Dopo i complessi puzzle sceneggiatigli da Guillermo Arriaga e il doloroso percorso di Biutiful, il regista messicano Alejandro González Iñárritu alleggerisce relativamente il suo modus narrandi con la vicenda metacinematografica e metateatrale (metà cinematografica e metà teatrale?) di un attore un tempo richiestissimo, famoso per aver interpretato un supereroe (la scelta del quasi eclissato Michael Keaton, Batman della prima ora ultimamente relegato in ruoli marginali, è tutt’altro che casuale), deciso a rimettersi in gioco portando in scena una pièce di Raymond Carver per dimostrare al pubblico e a se stesso il proprio valore d’artista.

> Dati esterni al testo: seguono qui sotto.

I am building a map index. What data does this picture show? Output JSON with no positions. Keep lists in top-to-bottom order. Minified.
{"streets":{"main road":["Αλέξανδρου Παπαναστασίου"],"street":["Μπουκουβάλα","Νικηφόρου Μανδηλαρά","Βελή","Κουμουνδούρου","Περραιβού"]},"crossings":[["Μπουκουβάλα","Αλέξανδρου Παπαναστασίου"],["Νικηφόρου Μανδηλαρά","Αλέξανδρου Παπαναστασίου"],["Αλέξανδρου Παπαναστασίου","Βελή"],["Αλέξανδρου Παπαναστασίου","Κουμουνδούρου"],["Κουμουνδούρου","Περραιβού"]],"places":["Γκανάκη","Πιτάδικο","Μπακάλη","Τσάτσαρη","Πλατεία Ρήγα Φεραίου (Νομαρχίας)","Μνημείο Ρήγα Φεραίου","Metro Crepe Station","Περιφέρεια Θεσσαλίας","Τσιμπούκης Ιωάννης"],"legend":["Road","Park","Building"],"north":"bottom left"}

Ma l’ingombrante, egocentrica ombra del simbolico uomo-uccello che gli diede la fama lo ossessiona, e in un certo senso anche i suoi poteri (forse immaginati).

L’illusoria direzione che l’ex-divo intraprende è punteggiata dai rapporti che ha con chi lo circonda: una compagna che ha bisogno di lui (Riseborough), un’ex-moglie delusa (Ryan), una figlia sbandata (Stone), un impresario tenace (Galifianakis, finalmente sfruttato in maniera diversa), una collega collaborativa (Watts) e un altro che tende a rubare la scena (Norton, eccezionale).

Sembrano due lunghi piani-sequenza, in realtà i raccordi tra un cambio di scena e l’altro sono volutamente individuabili.

Ciò non sottrae un grammo di tensione alla compattezza del film (tecnicamente impegnativo e strabiliante, in ogni caso), riflessione davvero unica sul mestiere e su un sistema difettoso quanto viscoso, quello hollywoodiano.